→ Task objective
Your output should be the lines of the entries below, exactly, from the first one through the line that holds "const poly = rows".

(Saved entries)
-=-=-=-=-
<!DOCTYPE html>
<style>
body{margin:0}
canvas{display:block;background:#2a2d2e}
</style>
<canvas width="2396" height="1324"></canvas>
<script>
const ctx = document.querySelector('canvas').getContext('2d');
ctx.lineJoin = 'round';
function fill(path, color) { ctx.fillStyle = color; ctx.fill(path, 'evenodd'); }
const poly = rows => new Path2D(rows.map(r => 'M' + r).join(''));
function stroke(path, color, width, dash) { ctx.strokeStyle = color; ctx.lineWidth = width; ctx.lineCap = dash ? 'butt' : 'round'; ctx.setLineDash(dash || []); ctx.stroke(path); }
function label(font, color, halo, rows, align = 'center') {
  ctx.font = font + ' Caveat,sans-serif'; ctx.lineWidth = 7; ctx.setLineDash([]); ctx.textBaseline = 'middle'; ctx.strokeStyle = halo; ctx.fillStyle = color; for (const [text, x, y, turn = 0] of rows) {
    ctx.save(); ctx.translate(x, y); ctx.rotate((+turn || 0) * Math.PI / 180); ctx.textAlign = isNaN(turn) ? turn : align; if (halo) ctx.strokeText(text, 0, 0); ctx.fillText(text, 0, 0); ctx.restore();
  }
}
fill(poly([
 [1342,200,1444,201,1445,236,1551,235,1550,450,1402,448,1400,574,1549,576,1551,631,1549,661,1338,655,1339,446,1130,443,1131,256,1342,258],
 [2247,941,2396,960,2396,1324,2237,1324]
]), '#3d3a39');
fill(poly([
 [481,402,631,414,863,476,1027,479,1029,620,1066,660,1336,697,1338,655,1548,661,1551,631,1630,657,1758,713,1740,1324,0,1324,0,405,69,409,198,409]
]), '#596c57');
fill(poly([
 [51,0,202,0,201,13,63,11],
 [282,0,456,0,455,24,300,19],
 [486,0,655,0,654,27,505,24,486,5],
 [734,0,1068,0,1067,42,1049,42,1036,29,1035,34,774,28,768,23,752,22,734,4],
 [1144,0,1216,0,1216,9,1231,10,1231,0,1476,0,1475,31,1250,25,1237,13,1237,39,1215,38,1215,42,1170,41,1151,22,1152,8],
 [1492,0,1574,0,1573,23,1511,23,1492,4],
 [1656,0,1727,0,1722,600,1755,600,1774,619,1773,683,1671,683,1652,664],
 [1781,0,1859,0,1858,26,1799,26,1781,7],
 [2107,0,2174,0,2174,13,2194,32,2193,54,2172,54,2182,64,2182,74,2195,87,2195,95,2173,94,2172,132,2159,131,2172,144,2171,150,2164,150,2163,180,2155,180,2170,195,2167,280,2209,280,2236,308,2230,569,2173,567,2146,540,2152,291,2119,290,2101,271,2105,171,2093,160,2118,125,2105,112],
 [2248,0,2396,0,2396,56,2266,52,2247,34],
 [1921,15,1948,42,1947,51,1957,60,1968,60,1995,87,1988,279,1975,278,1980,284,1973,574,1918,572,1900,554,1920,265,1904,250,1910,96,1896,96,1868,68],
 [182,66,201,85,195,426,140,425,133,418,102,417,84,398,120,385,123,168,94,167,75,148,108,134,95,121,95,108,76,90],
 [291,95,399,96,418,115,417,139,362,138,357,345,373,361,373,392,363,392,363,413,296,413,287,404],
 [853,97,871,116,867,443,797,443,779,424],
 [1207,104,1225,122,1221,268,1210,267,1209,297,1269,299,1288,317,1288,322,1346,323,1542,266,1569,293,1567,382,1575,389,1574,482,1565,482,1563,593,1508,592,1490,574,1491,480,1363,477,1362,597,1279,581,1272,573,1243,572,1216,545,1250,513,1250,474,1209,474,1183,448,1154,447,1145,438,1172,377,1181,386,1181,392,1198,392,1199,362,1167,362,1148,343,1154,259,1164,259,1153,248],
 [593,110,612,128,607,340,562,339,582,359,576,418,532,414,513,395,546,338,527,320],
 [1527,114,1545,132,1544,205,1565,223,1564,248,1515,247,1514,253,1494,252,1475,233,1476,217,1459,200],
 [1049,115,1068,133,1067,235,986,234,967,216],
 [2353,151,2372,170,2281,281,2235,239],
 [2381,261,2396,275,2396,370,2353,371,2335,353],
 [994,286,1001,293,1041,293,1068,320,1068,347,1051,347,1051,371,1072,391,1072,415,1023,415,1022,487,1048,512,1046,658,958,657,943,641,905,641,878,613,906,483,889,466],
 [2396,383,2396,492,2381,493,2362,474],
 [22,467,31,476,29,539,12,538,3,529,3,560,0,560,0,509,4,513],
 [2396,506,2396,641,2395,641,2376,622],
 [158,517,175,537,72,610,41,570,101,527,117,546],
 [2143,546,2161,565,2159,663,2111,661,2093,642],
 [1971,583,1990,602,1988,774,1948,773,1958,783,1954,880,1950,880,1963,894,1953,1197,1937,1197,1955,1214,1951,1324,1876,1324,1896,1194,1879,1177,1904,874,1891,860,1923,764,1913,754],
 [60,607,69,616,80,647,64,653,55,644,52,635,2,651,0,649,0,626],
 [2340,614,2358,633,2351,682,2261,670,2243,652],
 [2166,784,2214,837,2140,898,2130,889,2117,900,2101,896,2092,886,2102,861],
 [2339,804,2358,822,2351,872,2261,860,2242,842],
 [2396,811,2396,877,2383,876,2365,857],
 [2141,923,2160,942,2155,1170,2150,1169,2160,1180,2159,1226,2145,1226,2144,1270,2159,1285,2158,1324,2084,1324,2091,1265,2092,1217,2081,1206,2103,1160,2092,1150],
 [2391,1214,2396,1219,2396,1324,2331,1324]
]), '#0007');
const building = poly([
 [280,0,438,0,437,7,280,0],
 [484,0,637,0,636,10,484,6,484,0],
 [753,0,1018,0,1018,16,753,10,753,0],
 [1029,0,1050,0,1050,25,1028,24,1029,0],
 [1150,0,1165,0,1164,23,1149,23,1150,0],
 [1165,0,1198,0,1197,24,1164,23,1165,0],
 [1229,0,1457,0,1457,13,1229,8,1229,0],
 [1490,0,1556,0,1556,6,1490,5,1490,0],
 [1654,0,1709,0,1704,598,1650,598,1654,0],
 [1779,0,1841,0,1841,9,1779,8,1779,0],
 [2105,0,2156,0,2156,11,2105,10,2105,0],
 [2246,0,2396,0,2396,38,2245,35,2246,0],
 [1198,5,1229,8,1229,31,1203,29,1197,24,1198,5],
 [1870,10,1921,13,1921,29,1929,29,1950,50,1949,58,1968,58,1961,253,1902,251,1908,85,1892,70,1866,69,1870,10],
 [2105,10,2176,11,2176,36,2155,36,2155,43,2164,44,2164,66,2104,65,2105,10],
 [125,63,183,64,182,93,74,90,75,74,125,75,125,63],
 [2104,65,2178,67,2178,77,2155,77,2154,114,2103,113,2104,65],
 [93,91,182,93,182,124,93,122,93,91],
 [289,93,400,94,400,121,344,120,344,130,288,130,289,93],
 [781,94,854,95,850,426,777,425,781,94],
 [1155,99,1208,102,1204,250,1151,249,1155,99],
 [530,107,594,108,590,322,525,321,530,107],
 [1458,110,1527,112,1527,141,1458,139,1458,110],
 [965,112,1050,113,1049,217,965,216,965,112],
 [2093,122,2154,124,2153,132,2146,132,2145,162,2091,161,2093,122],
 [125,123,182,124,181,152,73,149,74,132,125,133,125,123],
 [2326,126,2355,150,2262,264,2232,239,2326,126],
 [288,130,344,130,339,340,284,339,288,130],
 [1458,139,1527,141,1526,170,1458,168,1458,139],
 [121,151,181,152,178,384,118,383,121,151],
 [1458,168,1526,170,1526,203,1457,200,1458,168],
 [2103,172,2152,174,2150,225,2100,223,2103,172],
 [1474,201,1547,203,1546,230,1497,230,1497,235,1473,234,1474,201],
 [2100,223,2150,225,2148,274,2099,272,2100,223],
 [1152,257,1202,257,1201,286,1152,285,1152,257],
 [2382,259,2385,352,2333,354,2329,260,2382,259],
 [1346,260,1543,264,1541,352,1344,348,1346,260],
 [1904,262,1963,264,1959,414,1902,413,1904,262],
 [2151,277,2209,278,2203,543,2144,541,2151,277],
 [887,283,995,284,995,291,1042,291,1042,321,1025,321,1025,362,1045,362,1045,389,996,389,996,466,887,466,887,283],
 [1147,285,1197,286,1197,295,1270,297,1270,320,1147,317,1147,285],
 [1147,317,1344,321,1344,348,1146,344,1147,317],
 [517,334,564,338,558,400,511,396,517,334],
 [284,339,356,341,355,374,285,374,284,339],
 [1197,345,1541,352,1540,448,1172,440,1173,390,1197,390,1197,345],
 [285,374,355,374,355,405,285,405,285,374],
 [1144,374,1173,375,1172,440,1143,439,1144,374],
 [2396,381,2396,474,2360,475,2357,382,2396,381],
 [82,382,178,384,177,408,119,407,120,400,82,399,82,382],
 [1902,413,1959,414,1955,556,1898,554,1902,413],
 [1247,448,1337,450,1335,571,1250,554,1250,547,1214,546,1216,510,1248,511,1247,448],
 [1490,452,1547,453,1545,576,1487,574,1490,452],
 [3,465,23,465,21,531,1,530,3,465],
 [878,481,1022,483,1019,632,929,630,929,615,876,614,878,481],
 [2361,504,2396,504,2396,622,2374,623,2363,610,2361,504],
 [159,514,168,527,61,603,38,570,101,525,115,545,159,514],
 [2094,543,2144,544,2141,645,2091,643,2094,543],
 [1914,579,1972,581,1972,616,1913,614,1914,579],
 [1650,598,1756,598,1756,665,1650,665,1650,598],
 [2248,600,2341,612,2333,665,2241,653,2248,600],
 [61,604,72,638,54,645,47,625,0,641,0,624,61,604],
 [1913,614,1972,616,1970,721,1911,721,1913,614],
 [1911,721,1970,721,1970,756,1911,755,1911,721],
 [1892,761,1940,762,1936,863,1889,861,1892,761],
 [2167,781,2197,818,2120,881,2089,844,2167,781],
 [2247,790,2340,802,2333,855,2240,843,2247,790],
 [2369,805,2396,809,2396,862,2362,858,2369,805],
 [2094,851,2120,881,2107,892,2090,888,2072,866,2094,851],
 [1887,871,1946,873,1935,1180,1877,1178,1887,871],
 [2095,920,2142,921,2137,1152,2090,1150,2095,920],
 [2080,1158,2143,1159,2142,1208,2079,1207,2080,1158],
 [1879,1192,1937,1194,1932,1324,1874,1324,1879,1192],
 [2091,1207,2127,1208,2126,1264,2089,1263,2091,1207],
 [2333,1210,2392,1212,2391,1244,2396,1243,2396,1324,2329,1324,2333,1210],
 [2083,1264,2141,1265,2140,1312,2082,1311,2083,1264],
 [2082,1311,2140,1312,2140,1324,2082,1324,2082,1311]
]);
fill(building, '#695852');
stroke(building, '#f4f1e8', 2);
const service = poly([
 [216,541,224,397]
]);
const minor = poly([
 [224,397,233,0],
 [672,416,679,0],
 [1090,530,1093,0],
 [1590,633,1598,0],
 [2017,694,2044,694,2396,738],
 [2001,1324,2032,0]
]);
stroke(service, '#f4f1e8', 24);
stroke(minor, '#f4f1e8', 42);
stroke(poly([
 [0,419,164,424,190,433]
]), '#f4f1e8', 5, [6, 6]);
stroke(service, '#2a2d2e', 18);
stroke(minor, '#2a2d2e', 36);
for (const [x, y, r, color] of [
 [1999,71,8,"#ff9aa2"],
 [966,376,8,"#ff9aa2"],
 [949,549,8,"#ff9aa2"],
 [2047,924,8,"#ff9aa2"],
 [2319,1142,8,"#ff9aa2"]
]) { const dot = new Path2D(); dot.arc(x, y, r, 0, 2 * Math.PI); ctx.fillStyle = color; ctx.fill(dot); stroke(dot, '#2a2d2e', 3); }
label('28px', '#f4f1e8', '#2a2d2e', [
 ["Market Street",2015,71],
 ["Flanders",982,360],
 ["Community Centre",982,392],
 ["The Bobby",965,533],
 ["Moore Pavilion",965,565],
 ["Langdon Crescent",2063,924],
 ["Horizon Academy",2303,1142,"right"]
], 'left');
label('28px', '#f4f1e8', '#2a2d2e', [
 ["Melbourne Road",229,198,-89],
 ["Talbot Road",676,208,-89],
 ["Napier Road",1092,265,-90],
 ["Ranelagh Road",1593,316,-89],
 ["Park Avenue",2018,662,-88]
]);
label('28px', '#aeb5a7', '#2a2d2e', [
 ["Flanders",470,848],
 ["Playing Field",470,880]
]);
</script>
-=-=-=-=-
→ Solution to the problem
<!DOCTYPE html>
<style>
body{margin:0}
canvas{display:block;background:#2a2d2e}
</style>
<canvas width="2396" height="1324"></canvas>
<script>
const ctx = document.querySelector('canvas').getContext('2d');
ctx.lineJoin = 'round';
function fill(path, color) { ctx.fillStyle = color; ctx.fill(path, 'evenodd'); }
const poly = rows => new Path2D(rows.map(r => 'M' + r).join(''));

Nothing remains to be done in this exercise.